# Contessa 34 questions



## attorneyjim (Feb 17, 2010)

I'm looking at a 1979 Contessa 34 (yes 34, not a 32). I don't know much about this design except that Jeremy Rodgers (sp?) owned one of these and it's supposed to be a good open water racer. The one I'm looking at was stored for a long time and has recently seen just a little bit of use and seems to be in good shape. In fact, the new sails are probably worth more than the asking price of the entire boat.
My main question is this: This hull has ribbing built into it (original build), which is good, however, the process created a deformation in the hull such that the ribbing is clearly visable on the outside of the hull. Broker calls this "beer canning" and claims the survey says it does not effect the performance of the hull. The broker says the effect is only above the waterline but I haven't confirmed this yet.
Anyone know if this is a problem, other than cosmetic? Are you familiar with this design? Anything else you can tell me?
One last thing: this is an ultra light OOD with _some_ live-aboard accommodations. I want to eventually use it for open water cruising. Is this a good choice?
Thanks, Jim


----------



## Architeuthis (Mar 3, 2008)

I suspect that the broker was correct but not being completely honest. I think that Oil Canning is really bad over the long term. It suggests a lack of structural integrity and that flexing will make the area flexing weak. I wouldn't like that offshore. 

There are folks on here that have informed opinion (consider mine uninformed in this area) about flexing fiberglass and strength. 

In this market I'm not sure I would be all that keen on this boat unless I could fix it. Now a contessa 32.....well it wouldn't have any oil canning.


----------



## mitiempo (Sep 19, 2008)

I agree, there are so many good boats for sale why settle on one with what could be a big problem. Also an ultralight racer could make a good weekender but probably not a good offshore cruiser. Is it Bulldog? 

Now a Contessa 32 would be a much better offshore cruiser.


----------



## olson34 (Oct 13, 2000)

*"ood 34"*

Not sure if this is what your are describing... FWIW, an OOD 34 is considered to be a tough off shore rated boat. ("Offshore One Design 34")
I have sailed on one that is now in the Bay area. Nice interior with your basic type a layout (head forward). Not many boats have a dedicated bin for a liferaft under a cockpit seat for offshore racing prep, but this boat does. Doug Peterson design.
As to the "ribbing" that was one answer to framing for FRP boats. Alternatives would be coring the whole hull.
While such terms are very subjective, I have never heard of an OOD 34 being called an ultralight.
Wonder if that is indeed what this boat is?

L


----------



## mitiempo (Sep 19, 2008)

34' and 8000 lbs disp. Basically the same dimensions as a Peterson 34 but a few thousand pounds lighter. Sounds pretty light to me.


----------



## attorneyjim (Feb 17, 2010)

It is Bulldog as a matter of fact. Does anyone know if this "oil canning" was common with this particular design? I haven't seen any other examples of the Contessa 34 and from what I've read they didn't make very many.

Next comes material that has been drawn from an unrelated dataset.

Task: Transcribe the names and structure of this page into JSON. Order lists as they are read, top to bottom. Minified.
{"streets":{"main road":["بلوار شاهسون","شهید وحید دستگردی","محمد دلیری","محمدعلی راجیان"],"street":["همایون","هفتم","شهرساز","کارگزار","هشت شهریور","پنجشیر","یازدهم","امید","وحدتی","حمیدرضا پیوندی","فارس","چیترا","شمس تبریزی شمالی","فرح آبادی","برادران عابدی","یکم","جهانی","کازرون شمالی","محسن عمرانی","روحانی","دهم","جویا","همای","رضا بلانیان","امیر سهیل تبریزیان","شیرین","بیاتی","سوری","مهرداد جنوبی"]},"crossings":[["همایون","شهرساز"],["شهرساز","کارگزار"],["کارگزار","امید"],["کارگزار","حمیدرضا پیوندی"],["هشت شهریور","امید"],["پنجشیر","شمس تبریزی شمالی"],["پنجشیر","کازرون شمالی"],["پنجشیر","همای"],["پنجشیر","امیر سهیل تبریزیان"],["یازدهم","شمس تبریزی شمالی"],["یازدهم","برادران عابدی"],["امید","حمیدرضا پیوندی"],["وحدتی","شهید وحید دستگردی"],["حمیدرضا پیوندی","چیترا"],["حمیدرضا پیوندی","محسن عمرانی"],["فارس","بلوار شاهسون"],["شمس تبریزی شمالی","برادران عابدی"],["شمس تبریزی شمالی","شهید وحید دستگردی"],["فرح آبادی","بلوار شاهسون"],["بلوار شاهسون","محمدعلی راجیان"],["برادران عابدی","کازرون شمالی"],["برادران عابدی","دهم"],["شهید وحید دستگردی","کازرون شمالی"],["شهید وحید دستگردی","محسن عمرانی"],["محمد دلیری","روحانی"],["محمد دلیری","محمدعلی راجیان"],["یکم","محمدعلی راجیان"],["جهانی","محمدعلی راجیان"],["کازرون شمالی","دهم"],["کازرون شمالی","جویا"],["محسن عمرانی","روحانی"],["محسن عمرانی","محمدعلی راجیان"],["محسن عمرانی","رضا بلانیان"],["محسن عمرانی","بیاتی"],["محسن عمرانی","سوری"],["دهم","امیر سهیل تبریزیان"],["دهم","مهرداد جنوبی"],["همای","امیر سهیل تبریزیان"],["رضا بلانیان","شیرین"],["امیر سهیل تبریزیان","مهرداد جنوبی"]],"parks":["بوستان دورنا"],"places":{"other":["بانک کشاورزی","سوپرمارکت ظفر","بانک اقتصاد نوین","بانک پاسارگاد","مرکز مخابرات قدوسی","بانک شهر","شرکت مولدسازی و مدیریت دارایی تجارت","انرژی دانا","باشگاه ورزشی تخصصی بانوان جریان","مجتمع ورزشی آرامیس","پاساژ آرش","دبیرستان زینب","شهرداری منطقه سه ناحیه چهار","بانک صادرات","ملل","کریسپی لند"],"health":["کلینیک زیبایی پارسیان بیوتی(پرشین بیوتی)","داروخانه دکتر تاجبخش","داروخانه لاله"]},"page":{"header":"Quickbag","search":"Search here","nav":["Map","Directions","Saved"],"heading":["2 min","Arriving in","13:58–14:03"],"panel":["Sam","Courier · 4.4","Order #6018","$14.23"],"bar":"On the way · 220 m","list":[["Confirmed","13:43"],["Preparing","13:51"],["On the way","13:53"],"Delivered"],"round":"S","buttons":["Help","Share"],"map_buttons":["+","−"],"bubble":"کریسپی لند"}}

I guess I'll keep looking.


----------



## Jeff_H (Feb 26, 2000)

These were English built Peterson 34's and so have all of the merits and all of the major liabilities of this era of the IOR. In many ways these were one of the better designs of that period. The upside is that these boats sail very well upwind. 

The downside of these boats is that they were designed to have very big crews with their weight out on the rail so they heel alot and are difficult to short-hand. The hardware of the era was pretty marginal for the huge genoas that these boats typically carried in light to moderate winds. They are boats that have a pretty uncomfortable motion. They depend heavily on a very large sail inventory to sail across normal wind speed range ((in cruising mode typically 3 to 5 jibs minimally plus two spinnakers) and their motion and tendancy to death roll can be dowright scary dead down wind. 

The dimples in the hull are not necessarily anything to worry about. The English and their commonwealths, were slow to adopt liners and cored hulls, but they completely understood the issue of large unsupported panels. So, instead of coring the hull, they employed a system of closely spaced longitudinal stringers and transverse frames. These were typically glassed in by hand which was very labor intensive and so this boat building method pretty much died out, but it was a super way to build a boat. 

In any event, in an effort to get primary bonds for the internal framing, the frames were glassed in while the boats were in the molds and before the polyetser had completed its full-cure period (typically weeks). A minor problem with this system is that the hull panels distort a bit between the framing members as the resin's finish their cure cycle and shrink to their final dimension resulting in small non structural dimples in the hull. 

These dimples are typically in no way structural. In fact this construction technique produced a very strong, durable, light weight hull. That said, you still need a qualified surveyor to check the hull on any race boat this age. 

Respectfully,
Jeff


----------



## attorneyjim (Feb 17, 2010)

Jeff,
What you say corresponds pretty closely to what the broker said. Broker said the down wind motion was "uncomfortable" and that it sailed into the wind exceptionally well. He also said the "oil canning" was the result of the way they laminated the ribs. something about the different ways the panels and ribs cured. But it is not structural. Seems he was being very honest.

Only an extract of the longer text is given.